Duck, Goose & Chicken Hatchery

Our Pekin Duck Breeding Program


Monday, February 21, 2011
All my Pekin breeding stock comes from Grimaud Freres, a French poultry breeding company. I have many customers that grow Pekin ducklings year round - some purchase ducklings weekly, others every other week, and others monthly. To supply these ducklings, I import Pekin breeding stock twice year.
Two sets of eggs are brought in for these Pekin breeders: the male line and female line eggs. Of course males and females hatch from both sets of eggs. But it is the females from the female line and males from the male line that are kept for my breeders. The remaining birds, called off-sex, are sold as commercial ducklings (to be grown for meat). With this type of breeding program, the selection emphasis on the female line is for excellent egg production and high fertility. The male line is bred for larger size, fast growth, and excellent feed conversion. When you cross a male from the male line with a female from the female line, you produce a large number of ducklings that grow quickly with good feed conversion. My Grimaud Hybrid is called the Star 53 by Grimaud Freres.
I was visited recently by Laurent Bomard, Grimaud's Western Hemisphere representative
(on the left in the picture).

Laurent explained that Grimaud's genetic program is now putting a much stronger emphasis on feed conversion. Feed conversion is expressed as a ratio: the pounds of feed it takes to produce one pound of duck. A feed conversion of 2.00 (or 2.00:1) means it takes two pounds of feed to produce one pound of live duck – a seven pound duck would have eaten 14 pounds of feed. Of course the desire is to reduce this number. With increasing feed costs, the feed efficiency of commercially grown poultry is critical.
Muscovy ducks and individual feeding stations behind them.

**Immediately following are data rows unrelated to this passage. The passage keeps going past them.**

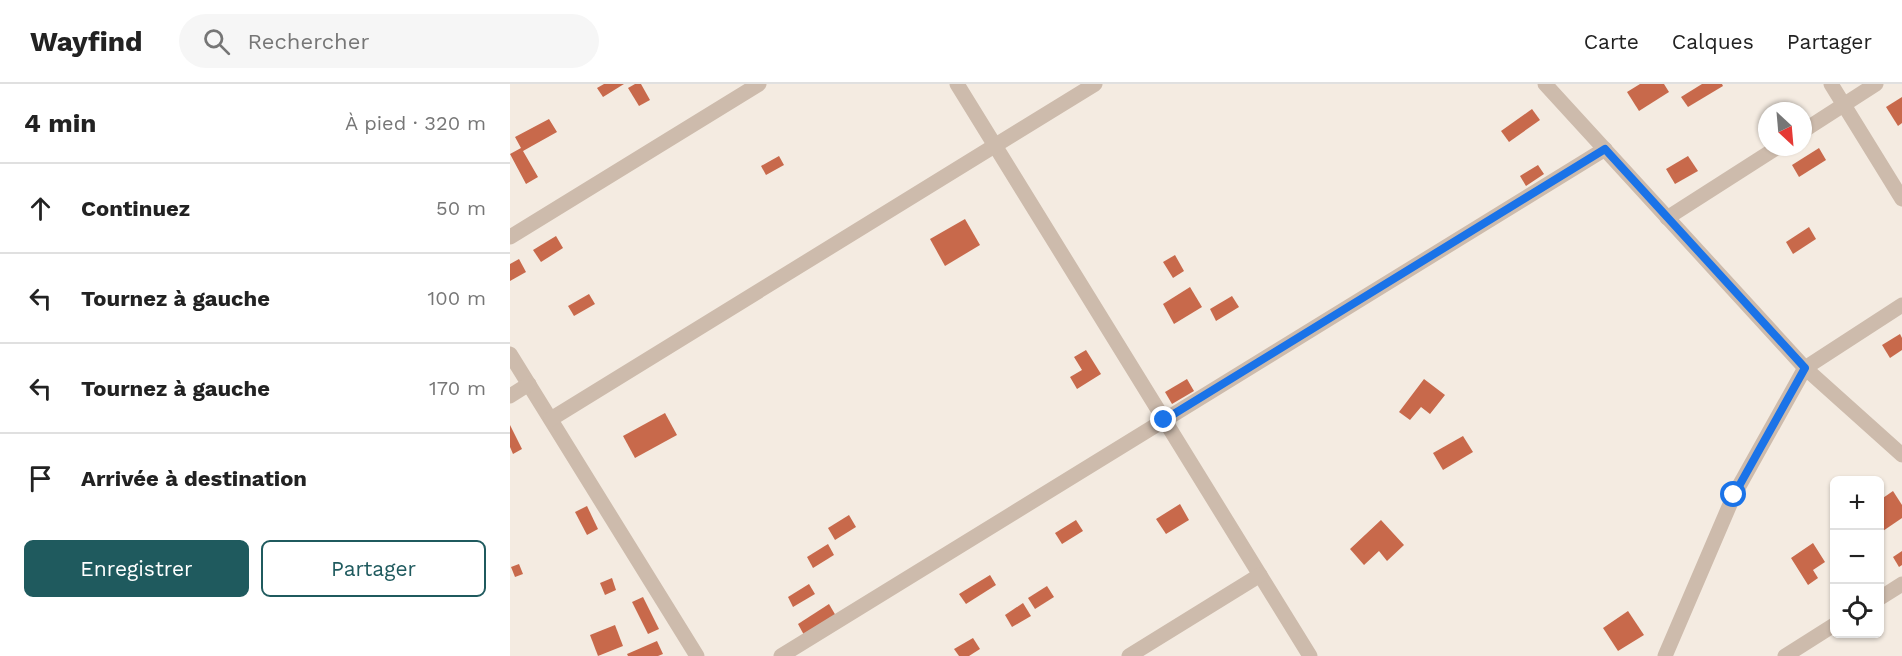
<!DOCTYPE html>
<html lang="fr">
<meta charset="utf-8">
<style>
:root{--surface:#fff;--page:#f6f6f6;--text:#222;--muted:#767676;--line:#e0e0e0;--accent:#1f5a5e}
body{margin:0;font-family:"Work Sans",sans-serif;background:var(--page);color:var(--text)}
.controls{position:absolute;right:18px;bottom:18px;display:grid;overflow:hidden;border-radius:9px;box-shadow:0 2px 4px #0004}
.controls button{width:54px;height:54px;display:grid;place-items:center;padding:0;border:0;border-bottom:2px solid var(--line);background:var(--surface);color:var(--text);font:30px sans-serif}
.compass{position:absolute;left:1248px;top:18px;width:54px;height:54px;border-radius:50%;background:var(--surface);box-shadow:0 2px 4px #0004;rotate:154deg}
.stop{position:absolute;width:18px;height:18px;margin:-14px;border:4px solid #1a73e8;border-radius:50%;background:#fff}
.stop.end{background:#1a73e8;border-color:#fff;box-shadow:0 2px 6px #0008}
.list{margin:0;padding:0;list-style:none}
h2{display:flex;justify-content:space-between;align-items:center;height:78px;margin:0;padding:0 24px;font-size:26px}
h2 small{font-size:20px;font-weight:400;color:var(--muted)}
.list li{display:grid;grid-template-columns:39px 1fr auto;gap:18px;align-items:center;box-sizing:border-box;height:90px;padding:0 24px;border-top:2px solid var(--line)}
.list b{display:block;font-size:22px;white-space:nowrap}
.list em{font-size:20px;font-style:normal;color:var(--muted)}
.actions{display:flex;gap:12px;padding:18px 24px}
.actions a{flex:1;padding:14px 0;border:2px solid var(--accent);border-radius:9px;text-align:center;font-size:21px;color:var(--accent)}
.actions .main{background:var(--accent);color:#fff}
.icon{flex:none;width:33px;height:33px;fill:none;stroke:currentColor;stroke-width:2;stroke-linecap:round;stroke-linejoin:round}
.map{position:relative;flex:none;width:1392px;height:572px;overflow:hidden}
header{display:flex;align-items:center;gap:36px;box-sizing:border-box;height:84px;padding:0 30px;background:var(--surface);border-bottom:2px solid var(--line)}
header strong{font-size:28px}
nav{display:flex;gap:33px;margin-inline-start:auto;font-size:21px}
.search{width:420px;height:54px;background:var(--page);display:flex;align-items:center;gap:15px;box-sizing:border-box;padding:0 21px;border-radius:33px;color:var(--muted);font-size:22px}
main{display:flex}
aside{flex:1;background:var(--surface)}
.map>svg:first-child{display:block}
.building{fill:#c8694b}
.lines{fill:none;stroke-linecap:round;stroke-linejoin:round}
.minor{stroke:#cdbbac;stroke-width:15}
.route{stroke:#1a73e8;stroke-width:8}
</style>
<header>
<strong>Wayfind</strong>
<div class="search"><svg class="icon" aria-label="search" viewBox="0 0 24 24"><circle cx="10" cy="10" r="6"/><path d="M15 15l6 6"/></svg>Rechercher</div>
<nav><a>Carte</a><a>Calques</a><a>Partager</a></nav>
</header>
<main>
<aside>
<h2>4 min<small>À pied · 320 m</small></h2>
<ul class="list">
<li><svg class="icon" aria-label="ahead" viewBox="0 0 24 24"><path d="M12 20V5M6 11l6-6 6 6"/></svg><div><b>Continuez</b></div><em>50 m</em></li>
<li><svg class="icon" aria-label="left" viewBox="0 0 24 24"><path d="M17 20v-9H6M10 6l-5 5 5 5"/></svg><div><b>Tournez à gauche</b></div><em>100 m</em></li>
<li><svg class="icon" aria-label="left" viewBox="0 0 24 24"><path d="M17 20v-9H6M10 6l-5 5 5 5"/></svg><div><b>Tournez à gauche</b></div><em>170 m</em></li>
<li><svg class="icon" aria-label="arrive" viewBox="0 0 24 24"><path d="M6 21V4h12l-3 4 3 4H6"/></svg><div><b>Arrivée à destination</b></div></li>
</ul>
<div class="actions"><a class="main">Enregistrer</a><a>Partager</a></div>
</aside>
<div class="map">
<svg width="1392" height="572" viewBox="0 0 1392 572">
<rect width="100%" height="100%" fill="#f4ebe1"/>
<g class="building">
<polygon points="94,0 114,0 93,13 87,4"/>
<polygon points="125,0 131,0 140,16 129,22 118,4"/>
<polygon points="1130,0 1154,0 1159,8 1129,27 1117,8"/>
<polygon points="1192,0 1212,0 1213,2 1178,23 1171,13"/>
<polygon points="1392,13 1392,39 1388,42 1376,23"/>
<polygon points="1022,25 1030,36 999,58 991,47"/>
<polygon points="39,35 47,48 13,67 28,93 16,100 0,70 11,64 5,53"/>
<polygon points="1309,64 1316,76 1289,93 1282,81"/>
<polygon points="269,72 274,81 256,91 251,82"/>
<polygon points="1178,72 1188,87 1165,100 1156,85"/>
<polygon points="1028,81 1034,90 1016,102 1010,92"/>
<polygon points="455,135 470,161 435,182 420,155"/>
<polygon points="1299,143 1306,155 1283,170 1276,158"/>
<polygon points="46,152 53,164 31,178 23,166"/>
<polygon points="665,171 674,187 663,194 653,178"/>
<polygon points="9,175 16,188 0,197 0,180"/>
<polygon points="680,203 692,223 664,240 653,220"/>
<polygon points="79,210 85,220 64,232 58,222"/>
<polygon points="722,212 729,223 706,237 700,225"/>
<polygon points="1390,250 1392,254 1392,266 1380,274 1372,261"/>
<polygon points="576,266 591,290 567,305 560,293 572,286 564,273"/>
<polygon points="677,295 684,307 662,320 655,308"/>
<polygon points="914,295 935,311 920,330 911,323 900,336 889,328"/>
<polygon points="155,329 167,351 125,374 113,352"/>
<polygon points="0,341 12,365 3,370 0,363"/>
<polygon points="953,352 963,368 933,386 923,369"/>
<polygon points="1383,407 1392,421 1392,434 1370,449 1370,416"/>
<polygon points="670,420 679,436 656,450 646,435"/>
<polygon points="77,422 88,445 77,451 65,428"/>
<polygon points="339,431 346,443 325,456 318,444"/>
<polygon points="566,436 573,447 552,460 545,449"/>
<polygon points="871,436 894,461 877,477 869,467 854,481 840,465"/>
<polygon points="1303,459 1315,478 1303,486 1308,494 1298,501 1281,474"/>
<polygon points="318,460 324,471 303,484 297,473"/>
<polygon points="1392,467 1392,481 1389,483 1383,473"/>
<polygon points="9,480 13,490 5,493 1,483"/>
<polygon points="480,491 486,501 456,520 449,510"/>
<polygon points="102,494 106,506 95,511 90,499"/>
<polygon points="299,500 305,510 283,523 278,513"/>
<polygon points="537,502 544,513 525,525 518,514"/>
<polygon points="133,513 149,545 138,550 122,518"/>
<polygon points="513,519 521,532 502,543 495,531"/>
<polygon points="319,520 326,532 294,551 288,540"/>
<polygon points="1118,527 1134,551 1108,567 1093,544"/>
<polygon points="105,541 113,562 88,572 80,551"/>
<polygon points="463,554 470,565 459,572 449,572 444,565"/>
<polygon points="147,557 153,570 148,572 118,572 117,570"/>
</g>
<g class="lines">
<g class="minor">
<polyline points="447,0 800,572"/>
<polyline points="1035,0 1295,284 1392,371"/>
<polyline points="1321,0 1392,115"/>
<polyline points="1293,47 1366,0"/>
<polyline points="1157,134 1268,63"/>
<polyline points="0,153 249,0"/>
<polyline points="0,270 187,572"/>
<polyline points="0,312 19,300"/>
<polyline points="41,335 585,0"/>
<polyline points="1370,514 1392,500"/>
<polyline points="271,572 1095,65"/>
<polyline points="619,572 750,491"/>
<polyline points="1155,572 1224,411 1295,284 1392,221"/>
<polyline points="1275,572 1324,541"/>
</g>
</g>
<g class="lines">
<polyline class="route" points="654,336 1095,65 1295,284 1224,411"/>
</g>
</svg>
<div class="controls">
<button>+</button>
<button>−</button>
<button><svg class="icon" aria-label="locate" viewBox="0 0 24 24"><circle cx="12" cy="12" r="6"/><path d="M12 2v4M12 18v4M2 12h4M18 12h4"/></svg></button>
</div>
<svg class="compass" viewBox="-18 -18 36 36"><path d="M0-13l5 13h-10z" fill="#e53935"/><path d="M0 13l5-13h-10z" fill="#767676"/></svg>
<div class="stop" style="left:1224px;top:411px"></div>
<div class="stop end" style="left:654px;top:336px"></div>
</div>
</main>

Grimaud has developed equipment to measure the feed conversion of each individual duck in a flock. With this information, they can select the better converting ducks for breeding stock. Each duck has a chip implanted in its neck (much the same as is done with horses and dogs for identification purposes). Each feeder can only be used by one duck at a time. When the duck reaches for feed, the scale automatically weighs the feed. When the duck leaves, the scale again weighs the feed and records the difference as feed eaten by that particular duck. The advantage of this system is each duck does not need to be penned separately to record the feed consumption – they can be grown in a flock.
The back side of the feed hoppers. Notice the Muscovy on the other side of the short wall.

For large operations, feed conversion is critical. Assume you grow 10,000 ducks a week, their feed conversion is 2.4:1, you process them at 7 pounds live weight and feed costs you an average of $340 a ton. With this scenario, you will use 4368 tons of feed, costing $1,485,120 in a year. Now let us assume you grow our Grimaud Hybrid ducks and achieve a feed conversion to 2.3:1. With everything else constant, you have just saved 182 tons, or $61,880 dollars a year. Even if you are only growing 100 ducks a week, you will save $618 a year.

Grimaud started with Muscovy ducks and became the world's leader in Muscovy breeding (France consumes much more Muscovy than Pekin duck meat). They then turned to Pekins, rabbits, pigeons, geese and guineas. Our French Toulouse geese are of Grimaud breeding as are our Pearl Guineas.

The other major, international breeder of Pekin ducks is Cherry Valley of England. Both companies sell breeding stock internationally. I visited Cherry Valley in 2008 when I was in Europe visiting hatcheries and researching which new incubators to get for our hatchery. Both companies are excellent Pekin breeder companies.

Is anyone doing any selection on their ducks or geese for characterisitics other than size or appearance?